When I Fell

Falling in love is tricky. There are so many movies and books that make it seem so easy and passionate and right but in the real word it's confusing and exciting and fun and frustrating and in the real world, things get in the way.



Chris' point of view

I have no idea what's happening with Ruby. We've been home from Barbados for two weeks now and she hasn't even looked at me. Jonas says that she just stays in her room, that she doesn't really eat anything. He seemed worried at first but now he's saying that his mom is saying it's just a phase that girls that age tend to go through. Jonas and I and all of the others have started back at college now but Ruby's grade doesn't start for another few weeks. 

I don't know what made her break up with me but it feels terrible. I thought we were so happy together, she never seemed unhappy or upset with me. I miss her. I can't concentrate in class, I can't keep up with conversations, I can't have fun when my friends and I all go out at weekends, I can't do anything at night but lie there and wonder about her. 
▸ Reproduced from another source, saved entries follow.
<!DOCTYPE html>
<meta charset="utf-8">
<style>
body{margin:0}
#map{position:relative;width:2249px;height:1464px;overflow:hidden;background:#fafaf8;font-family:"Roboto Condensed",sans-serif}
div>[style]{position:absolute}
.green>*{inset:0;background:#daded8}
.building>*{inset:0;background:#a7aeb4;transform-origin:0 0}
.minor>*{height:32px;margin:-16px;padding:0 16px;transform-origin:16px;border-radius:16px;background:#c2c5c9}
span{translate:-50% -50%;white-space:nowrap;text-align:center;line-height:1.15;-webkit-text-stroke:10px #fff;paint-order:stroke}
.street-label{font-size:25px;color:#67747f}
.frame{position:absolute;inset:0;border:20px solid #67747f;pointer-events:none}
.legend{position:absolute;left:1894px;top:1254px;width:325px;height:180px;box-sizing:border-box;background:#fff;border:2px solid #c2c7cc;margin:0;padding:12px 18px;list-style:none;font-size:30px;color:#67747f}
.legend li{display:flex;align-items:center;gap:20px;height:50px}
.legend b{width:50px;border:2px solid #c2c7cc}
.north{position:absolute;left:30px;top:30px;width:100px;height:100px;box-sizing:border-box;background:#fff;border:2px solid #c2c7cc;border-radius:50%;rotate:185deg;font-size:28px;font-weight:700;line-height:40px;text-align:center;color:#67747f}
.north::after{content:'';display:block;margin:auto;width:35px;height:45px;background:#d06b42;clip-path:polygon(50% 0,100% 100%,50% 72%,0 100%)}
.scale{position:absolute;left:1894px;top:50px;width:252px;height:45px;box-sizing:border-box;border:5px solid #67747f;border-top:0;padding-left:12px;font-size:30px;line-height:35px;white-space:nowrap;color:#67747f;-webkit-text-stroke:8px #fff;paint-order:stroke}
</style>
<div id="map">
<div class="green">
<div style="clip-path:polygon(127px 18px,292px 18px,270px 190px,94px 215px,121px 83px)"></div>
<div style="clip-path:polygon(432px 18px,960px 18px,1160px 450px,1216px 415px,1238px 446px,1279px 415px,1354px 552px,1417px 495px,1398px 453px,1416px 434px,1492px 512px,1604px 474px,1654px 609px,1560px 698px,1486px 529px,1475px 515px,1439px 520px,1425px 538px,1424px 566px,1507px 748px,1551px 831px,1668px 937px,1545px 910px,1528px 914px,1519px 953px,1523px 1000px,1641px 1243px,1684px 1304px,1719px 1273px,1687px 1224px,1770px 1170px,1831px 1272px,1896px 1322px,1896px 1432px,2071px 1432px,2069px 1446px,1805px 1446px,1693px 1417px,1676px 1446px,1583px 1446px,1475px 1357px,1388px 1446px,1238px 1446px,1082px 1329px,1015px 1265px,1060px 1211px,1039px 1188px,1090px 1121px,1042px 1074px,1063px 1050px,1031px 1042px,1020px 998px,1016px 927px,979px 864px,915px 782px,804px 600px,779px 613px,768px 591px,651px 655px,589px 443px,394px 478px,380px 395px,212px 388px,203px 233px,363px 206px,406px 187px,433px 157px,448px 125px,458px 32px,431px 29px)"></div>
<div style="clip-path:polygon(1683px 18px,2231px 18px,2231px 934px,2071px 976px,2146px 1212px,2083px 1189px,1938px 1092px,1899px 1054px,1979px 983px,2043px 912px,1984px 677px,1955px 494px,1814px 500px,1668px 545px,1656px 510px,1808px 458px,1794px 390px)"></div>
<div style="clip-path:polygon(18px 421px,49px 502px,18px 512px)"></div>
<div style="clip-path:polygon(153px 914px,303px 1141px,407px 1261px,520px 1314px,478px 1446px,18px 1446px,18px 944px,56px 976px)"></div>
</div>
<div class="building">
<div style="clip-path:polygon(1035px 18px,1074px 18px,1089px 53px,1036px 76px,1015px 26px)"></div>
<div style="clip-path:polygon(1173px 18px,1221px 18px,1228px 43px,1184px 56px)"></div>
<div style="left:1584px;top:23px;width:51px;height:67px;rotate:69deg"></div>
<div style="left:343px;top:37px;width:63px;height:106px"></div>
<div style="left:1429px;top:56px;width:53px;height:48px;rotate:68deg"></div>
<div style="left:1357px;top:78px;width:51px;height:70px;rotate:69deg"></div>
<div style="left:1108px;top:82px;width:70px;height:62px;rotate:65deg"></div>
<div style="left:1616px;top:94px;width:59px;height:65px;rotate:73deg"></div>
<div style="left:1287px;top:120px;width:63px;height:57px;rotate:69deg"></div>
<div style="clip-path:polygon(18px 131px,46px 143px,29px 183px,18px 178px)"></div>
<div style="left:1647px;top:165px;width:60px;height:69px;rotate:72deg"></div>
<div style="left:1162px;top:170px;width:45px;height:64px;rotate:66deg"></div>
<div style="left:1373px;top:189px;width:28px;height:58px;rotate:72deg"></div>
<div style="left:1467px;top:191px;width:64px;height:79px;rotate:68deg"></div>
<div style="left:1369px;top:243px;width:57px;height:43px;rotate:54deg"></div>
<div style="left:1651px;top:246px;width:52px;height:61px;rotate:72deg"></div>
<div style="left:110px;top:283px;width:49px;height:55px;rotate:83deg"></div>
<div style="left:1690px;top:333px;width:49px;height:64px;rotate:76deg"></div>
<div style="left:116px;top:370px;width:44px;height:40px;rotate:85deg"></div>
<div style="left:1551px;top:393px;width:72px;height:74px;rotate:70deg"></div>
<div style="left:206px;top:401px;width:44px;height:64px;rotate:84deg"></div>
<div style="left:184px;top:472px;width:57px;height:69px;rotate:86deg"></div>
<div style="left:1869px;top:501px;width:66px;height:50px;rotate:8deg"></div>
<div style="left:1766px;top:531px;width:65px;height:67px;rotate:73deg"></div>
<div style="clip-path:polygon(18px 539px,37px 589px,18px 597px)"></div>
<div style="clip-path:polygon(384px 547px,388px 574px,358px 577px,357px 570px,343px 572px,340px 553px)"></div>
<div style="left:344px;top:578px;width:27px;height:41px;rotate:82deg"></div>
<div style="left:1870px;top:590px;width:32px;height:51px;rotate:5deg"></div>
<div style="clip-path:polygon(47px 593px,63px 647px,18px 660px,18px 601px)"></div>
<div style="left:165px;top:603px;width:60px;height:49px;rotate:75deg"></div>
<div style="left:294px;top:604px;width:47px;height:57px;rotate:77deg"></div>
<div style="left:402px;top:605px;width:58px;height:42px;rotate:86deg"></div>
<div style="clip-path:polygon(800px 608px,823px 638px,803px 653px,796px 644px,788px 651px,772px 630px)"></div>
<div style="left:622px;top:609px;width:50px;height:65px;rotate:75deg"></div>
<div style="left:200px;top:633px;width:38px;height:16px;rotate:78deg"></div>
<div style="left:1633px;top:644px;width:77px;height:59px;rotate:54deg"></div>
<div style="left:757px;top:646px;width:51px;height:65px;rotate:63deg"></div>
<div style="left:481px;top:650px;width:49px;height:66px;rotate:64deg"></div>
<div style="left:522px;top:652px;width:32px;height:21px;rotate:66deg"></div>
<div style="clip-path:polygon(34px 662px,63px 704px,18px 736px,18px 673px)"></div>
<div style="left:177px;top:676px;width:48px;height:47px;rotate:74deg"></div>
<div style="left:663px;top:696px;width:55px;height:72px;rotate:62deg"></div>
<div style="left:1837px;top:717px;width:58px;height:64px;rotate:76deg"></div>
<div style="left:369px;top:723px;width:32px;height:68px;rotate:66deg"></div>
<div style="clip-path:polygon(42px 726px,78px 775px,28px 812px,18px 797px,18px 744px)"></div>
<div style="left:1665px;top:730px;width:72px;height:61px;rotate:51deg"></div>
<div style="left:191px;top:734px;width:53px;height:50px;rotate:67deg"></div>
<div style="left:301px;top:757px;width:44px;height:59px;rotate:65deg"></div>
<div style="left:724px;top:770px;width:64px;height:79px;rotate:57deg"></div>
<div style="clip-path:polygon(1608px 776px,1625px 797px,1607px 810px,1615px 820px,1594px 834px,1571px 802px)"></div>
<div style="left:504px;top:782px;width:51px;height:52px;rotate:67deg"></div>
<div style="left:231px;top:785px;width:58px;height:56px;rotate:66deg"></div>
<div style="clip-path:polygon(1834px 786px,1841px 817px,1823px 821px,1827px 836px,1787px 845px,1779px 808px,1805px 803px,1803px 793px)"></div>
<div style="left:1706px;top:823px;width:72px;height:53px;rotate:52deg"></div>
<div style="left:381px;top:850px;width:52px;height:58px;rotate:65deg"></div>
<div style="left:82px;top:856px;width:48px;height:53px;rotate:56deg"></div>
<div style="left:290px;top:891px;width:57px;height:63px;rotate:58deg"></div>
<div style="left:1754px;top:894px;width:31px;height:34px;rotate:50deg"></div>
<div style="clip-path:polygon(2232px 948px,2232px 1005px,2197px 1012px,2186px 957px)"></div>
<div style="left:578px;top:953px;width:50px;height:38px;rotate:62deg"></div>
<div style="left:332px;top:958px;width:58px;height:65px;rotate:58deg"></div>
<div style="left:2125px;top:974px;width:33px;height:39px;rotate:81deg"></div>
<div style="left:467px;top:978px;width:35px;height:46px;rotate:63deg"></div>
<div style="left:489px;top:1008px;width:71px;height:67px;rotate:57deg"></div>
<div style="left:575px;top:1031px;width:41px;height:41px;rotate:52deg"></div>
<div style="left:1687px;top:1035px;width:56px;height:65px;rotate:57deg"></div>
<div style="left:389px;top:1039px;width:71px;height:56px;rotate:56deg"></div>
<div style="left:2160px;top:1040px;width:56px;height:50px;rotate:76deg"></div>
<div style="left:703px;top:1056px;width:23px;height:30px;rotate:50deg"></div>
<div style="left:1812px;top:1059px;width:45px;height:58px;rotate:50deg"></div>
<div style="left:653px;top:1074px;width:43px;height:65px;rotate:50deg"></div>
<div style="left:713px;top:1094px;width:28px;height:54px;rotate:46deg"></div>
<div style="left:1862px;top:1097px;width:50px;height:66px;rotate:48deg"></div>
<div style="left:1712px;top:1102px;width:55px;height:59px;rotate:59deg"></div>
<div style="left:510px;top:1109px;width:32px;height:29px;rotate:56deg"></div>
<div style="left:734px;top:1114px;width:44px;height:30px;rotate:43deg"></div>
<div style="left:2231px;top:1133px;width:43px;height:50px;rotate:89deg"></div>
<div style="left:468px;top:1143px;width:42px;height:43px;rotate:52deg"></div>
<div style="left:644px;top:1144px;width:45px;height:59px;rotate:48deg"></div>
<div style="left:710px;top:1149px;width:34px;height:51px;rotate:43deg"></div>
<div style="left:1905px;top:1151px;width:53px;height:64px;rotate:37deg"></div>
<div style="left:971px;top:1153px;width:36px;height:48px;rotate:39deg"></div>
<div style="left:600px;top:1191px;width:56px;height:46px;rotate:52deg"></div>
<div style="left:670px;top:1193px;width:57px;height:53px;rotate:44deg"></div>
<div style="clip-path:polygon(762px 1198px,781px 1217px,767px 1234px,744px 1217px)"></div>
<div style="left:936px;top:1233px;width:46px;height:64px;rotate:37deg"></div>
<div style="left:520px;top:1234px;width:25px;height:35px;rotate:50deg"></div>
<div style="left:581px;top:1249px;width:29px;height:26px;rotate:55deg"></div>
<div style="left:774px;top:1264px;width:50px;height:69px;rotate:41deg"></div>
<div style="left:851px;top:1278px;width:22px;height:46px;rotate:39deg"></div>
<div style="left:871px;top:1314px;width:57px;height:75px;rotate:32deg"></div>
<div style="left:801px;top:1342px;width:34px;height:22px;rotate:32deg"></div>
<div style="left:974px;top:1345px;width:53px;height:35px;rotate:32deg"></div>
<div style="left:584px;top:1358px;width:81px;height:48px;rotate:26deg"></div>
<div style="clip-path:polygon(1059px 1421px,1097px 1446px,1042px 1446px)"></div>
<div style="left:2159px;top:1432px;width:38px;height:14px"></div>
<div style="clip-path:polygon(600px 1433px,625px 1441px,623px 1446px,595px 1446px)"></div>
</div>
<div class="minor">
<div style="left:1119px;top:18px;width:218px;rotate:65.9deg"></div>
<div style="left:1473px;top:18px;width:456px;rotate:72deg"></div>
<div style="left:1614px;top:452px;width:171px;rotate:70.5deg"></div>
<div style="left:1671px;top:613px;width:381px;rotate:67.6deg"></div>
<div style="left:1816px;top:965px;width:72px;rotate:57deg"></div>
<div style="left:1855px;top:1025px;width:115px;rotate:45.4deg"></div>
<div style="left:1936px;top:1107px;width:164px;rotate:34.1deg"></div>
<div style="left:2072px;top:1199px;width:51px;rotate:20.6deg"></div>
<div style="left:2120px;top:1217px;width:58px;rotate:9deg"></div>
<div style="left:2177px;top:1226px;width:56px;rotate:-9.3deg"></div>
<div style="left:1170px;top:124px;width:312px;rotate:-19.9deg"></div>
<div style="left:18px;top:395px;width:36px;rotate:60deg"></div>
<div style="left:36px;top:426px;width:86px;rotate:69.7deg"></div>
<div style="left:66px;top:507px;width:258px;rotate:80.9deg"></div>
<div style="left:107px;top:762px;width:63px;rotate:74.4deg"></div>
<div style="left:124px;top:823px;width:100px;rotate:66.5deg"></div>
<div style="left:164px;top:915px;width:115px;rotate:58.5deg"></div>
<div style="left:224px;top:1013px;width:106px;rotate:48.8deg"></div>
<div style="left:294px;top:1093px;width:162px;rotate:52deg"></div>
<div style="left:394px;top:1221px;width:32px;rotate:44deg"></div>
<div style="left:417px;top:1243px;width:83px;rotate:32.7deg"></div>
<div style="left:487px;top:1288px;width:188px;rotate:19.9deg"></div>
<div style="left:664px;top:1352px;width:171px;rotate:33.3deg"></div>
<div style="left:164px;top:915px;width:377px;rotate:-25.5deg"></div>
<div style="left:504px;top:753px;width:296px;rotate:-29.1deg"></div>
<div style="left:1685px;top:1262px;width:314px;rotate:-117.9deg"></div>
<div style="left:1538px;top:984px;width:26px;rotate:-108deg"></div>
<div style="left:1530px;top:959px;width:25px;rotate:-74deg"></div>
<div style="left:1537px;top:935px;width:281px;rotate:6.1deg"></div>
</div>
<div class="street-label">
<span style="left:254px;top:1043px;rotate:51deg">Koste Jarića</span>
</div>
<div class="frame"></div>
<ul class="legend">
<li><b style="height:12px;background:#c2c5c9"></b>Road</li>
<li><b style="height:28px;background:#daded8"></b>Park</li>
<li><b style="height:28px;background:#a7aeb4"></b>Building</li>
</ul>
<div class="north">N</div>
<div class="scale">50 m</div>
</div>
I go to Jonas' and I'm shocked to see Ruby sitting at the kitchen table when Jonas and I go in to get a drink. I go to say hi but I can't do it. We look at each other for the briefest moment. She looks tired and sad and I'm sure she can see I look the same way. She gets up and leaves and Jonas seems oblivious to all of this. I don't know what to think. None of it makes any sense. 

Ruby's started to keep her bedroom door open at night but she still doesn't leave. I'm worried about her. Whatever 'phase' she's going through can't be healthy. She just seems down and I've never seen her like this. I've never seen anybody like this. I can see her from Jonas' room and I keep an eye on her every now and again and she just lies there on her side, staring into space.